Investors are wary of the Wesfarmers buyout, represented by the announcement of the proposed acquisition.  Here is a six month chart:

The final stock with a market cap over 1 billion is health insurance provider NIB Holdings (NHF).  In addition to private health insurance NIB offers life and travel insurance as well as related health care activities.  On 25 March the company announced new NIB Options services – cosmetic surgery and dental service.  The company recently released Half Year 2014 results, showing a respectable 20% increase in premium revenue and a 9.2% increase in NPAT.  Return on Equity (ROE) on a trailing twelve month basis (TTM) is 21.19%.  Analysts expect NIB’s earnings to rise approximately 23% for the full year 2014, due not only to rising health care premiums, but also to market share growth.

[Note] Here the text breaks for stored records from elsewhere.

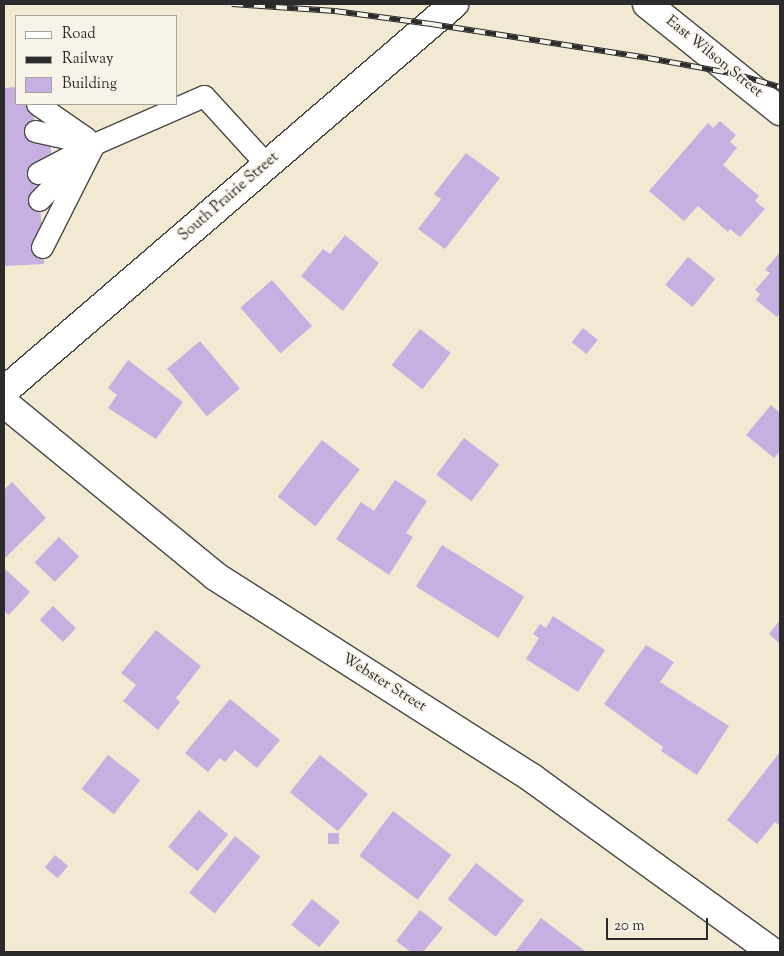 <!DOCTYPE html>
<html>
<head>
<meta charset="utf-8">
<style>
  body { margin:0 }
  #map { position:relative; width:784px; height:956px; overflow:hidden; background:#f2e9d3; font-family:"Sorts Mill Goudy",serif }
  div>[style] { position:absolute }
  .building>* { inset:0; background:#c7afe1; transform-origin:0 0 }
  .roads { filter:drop-shadow(1px 0 #494844) drop-shadow(-1px 0 #494844) drop-shadow(0 1px #494844) drop-shadow(0 -1px #494844) }
  .service>* { height:21px; margin:-10.5px; padding:0 10.5px; transform-origin:10.5px; border-radius:10.5px; background:#fff }
  .minor>* { height:28px; margin:-14px; padding:0 14px; transform-origin:14px; border-radius:14px; background:#fff }
  .tertiary>* { height:28px; margin:-14px; padding:0 14px; transform-origin:14px; border-radius:14px; background:#fff }
  .rail>* { height:5.5px; margin-top:-2.75px; transform-origin:0; background:repeating-linear-gradient(90deg,#f7f3e8 0 11px,#2b2b2b 0 22px); box-sizing:border-box; border-block:1px solid #2b2b2b }
  span { translate:-50% -50%; white-space:nowrap; text-align:center; line-height:1.15; -webkit-text-stroke:4px #f7f3e8; paint-order:stroke }
  .street-label { font-size:15px; color:#2b2b2b }
  .frame { position:absolute; inset:0; border:5px solid #2b2b2b; pointer-events:none }
  .legend { position:absolute; left:15px; top:15px; width:162px; height:90px; box-sizing:border-box; background:#f7f3e8; border:1px solid #a5a39c; margin:0; padding:6px 9px; list-style:none; font-size:15px; color:#2b2b2b }
  .legend li { display:flex; align-items:center; gap:10px; height:25px }
  .legend b { width:25px; border:1px solid #a5a39c }
  .scale { position:absolute; left:606px; top:918px; width:102px; height:22px; box-sizing:border-box; border:2px solid #2b2b2b; border-top:0; padding-left:6px; font-size:15px; line-height:18px; white-space:nowrap; color:#2b2b2b; -webkit-text-stroke:4px #f7f3e8; paint-order:stroke }
</style>
</head>
<body>
<div id="map">
  <div class="building">
    <div style="clip-path:polygon(16px 87px,16px 104px,33px 104px,36px 138px,50px 136px,52px 163px,38px 173px,44px 264px,4px 266px,4px 88px)"></div>
    <div style="clip-path:polygon(720px 121px,736px 135px,730px 142px,737px 148px,723px 165px,759px 196px,755px 201px,765px 209px,740px 237px,730px 229px,728px 232px,698px 206px,684px 221px,649px 191px,708px 123px,713px 128px)"></div>
    <div style="clip-path:polygon(466px 153px,500px 178px,445px 249px,418px 229px,441px 199px,434px 194px)"></div>
    <div style="clip-path:polygon(345px 235px,379px 263px,343px 311px,301px 276px,323px 249px,330px 254px)"></div>
    <div style="clip-path:polygon(780px 252px,780px 313px,777px 317px,756px 300px,760px 294px,755px 290px,770px 273px,765px 270px)"></div>
    <div style="left:688px;top:257px;width:35px;height:36px;rotate:39deg"></div>
    <div style="left:272px;top:280px;width:61px;height:42px;rotate:49deg"></div>
    <div style="left:583px;top:328px;width:19px;height:18px;rotate:39deg"></div>
    <div style="left:420px;top:329px;width:39px;height:46px;rotate:38deg"></div>
    <div style="left:200px;top:341px;width:62px;height:43px;rotate:50deg"></div>
    <div style="clip-path:polygon(128px 360px,183px 402px,156px 439px,108px 408px,117px 395px,108px 388px)"></div>
    <div style="clip-path:polygon(771px 405px,780px 413px,780px 451px,774px 458px,746px 435px)"></div>
    <div style="left:464px;top:438px;width:44px;height:46px;rotate:37deg"></div>
    <div style="left:322px;top:440px;width:48px;height:72px;rotate:38deg"></div>
    <div style="clip-path:polygon(395px 480px,427px 501px,406px 533px,413px 537px,389px 575px,336px 539px,361px 502px,374px 511px)"></div>
    <div style="clip-path:polygon(12px 482px,46px 518px,4px 559px,4px 490px)"></div>
    <div style="left:59px;top:537px;width:28px;height:35px;rotate:44deg"></div>
    <div style="left:442px;top:545px;width:97px;height:49px;rotate:32deg"></div>
    <div style="clip-path:polygon(5px 569px,30px 592px,9px 615px,4px 611px)"></div>
    <div style="left:53px;top:606px;width:32px;height:19px;rotate:44deg"></div>
    <div style="clip-path:polygon(553px 616px,605px 650px,578px 692px,526px 659px,539px 638px,533px 634px,540px 624px,546px 628px)"></div>
    <div style="clip-path:polygon(780px 620px,780px 644px,769px 634px)"></div>
    <div style="clip-path:polygon(156px 630px,201px 666px,176px 698px,180px 702px,158px 730px,123px 701px,136px 685px,121px 673px)"></div>
    <div style="clip-path:polygon(646px 645px,674px 662px,660px 682px,729px 726px,697px 775px,661px 751px,663px 747px,604px 704px)"></div>
    <div style="clip-path:polygon(230px 699px,280px 740px,257px 768px,235px 750px,225px 762px,220px 758px,208px 772px,185px 753px)"></div>
    <div style="clip-path:polygon(780px 752px,780px 826px,775px 822px,757px 844px,727px 820px)"></div>
    <div style="left:108px;top:755px;width:41px;height:43px;rotate:38deg"></div>
    <div style="left:320px;top:755px;width:62px;height:48px;rotate:39deg"></div>
    <div style="left:199px;top:810px;width:38px;height:48px;rotate:40deg"></div>
    <div style="left:393px;top:811px;width:73px;height:56px;rotate:37deg"></div>
    <div style="left:328px;top:833px;width:11px;height:11px"></div>
    <div style="left:235px;top:836px;width:33px;height:73px;rotate:39deg"></div>
    <div style="left:55px;top:855px;width:17px;height:16px;rotate:40deg"></div>
    <div style="left:476px;top:863px;width:61px;height:46px;rotate:38deg"></div>
    <div style="left:312px;top:899px;width:36px;height:33px;rotate:39deg"></div>
    <div style="clip-path:polygon(420px 910px,443px 928px,423px 952px,411px 952px,396px 941px)"></div>
    <div style="clip-path:polygon(541px 918px,586px 952px,515px 952px)"></div>
  </div>
  <div class="roads">
    <div class="service">
      <div style="left:37px;top:104px;width:60px;rotate:34.8deg"></div>
      <div style="left:35px;top:131px;width:60px;rotate:12.4deg"></div>
      <div style="left:94px;top:144px;width:120px;rotate:-23.6deg"></div>
      <div style="left:204px;top:96px;width:93px;rotate:47.6deg"></div>
      <div style="left:38px;top:173px;width:43px;rotate:-27.8deg"></div>
      <div style="left:39px;top:200px;width:59px;rotate:-45.7deg"></div>
      <div style="left:42px;top:247px;width:115px;rotate:-63.2deg"></div>
    </div>
    <div class="minor">
      <div style="left:4px;top:403px;width:273px;rotate:39.3deg"></div>
      <div style="left:215px;top:576px;width:376px;rotate:32.5deg"></div>
      <div style="left:532px;top:778px;width:296px;rotate:35.9deg"></div>
    </div>
    <div class="tertiary">
      <div style="left:647px;top:4px;width:171px;rotate:38.8deg"></div>
      <div style="left:4px;top:391px;width:594px;rotate:-40.7deg"></div>
    </div>
  </div>
  <div class="rail">
    <div style="left:232px;top:4px;width:103px;rotate:3.9deg"></div>
    <div style="left:335px;top:11px;width:97px;rotate:7.7deg"></div>
    <div style="left:431px;top:24px;width:220px;rotate:8.9deg"></div>
    <div style="left:648px;top:58px;width:88px;rotate:10.4deg"></div>
    <div style="left:735px;top:74px;width:47px;rotate:16.1deg"></div>
  </div>
  <div class="street-label">
    <span style="left:714px;top:57px;rotate:39deg">East Wilson Street</span>
    <span style="left:229px;top:197px;rotate:-41deg">South Prairie Street</span>
    <span style="left:384px;top:683px;rotate:32deg">Webster Street</span>
  </div>
  <div class="frame"></div>
  <ul class="legend">
  <li><b style="height:6px;background:#fff"></b>Road</li>
  <li><b style="height:6px;background:#2b2b2b"></b>Railway</li>
  <li><b style="height:14px;background:#c7afe1"></b>Building</li>
  </ul>
  <div class="scale">20 m</div>
</div>
</body>
</html>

The company began trading on the ASX on 5 November 2007 with an issue price of $0.85.  The opening price on its first trading day was $1.14, falling to $0.81 at the close.  The rough times continued, but patient shareholders willing to weather the storm have been well rewarded as the stock started to advance in 2011 and is up over 120% since it came on the ASX.  Here is the chart:

Despite its smaller size, NIB Holdings has posted the highest average annualised shareholder return over 3 and 5 years of any stock in the table.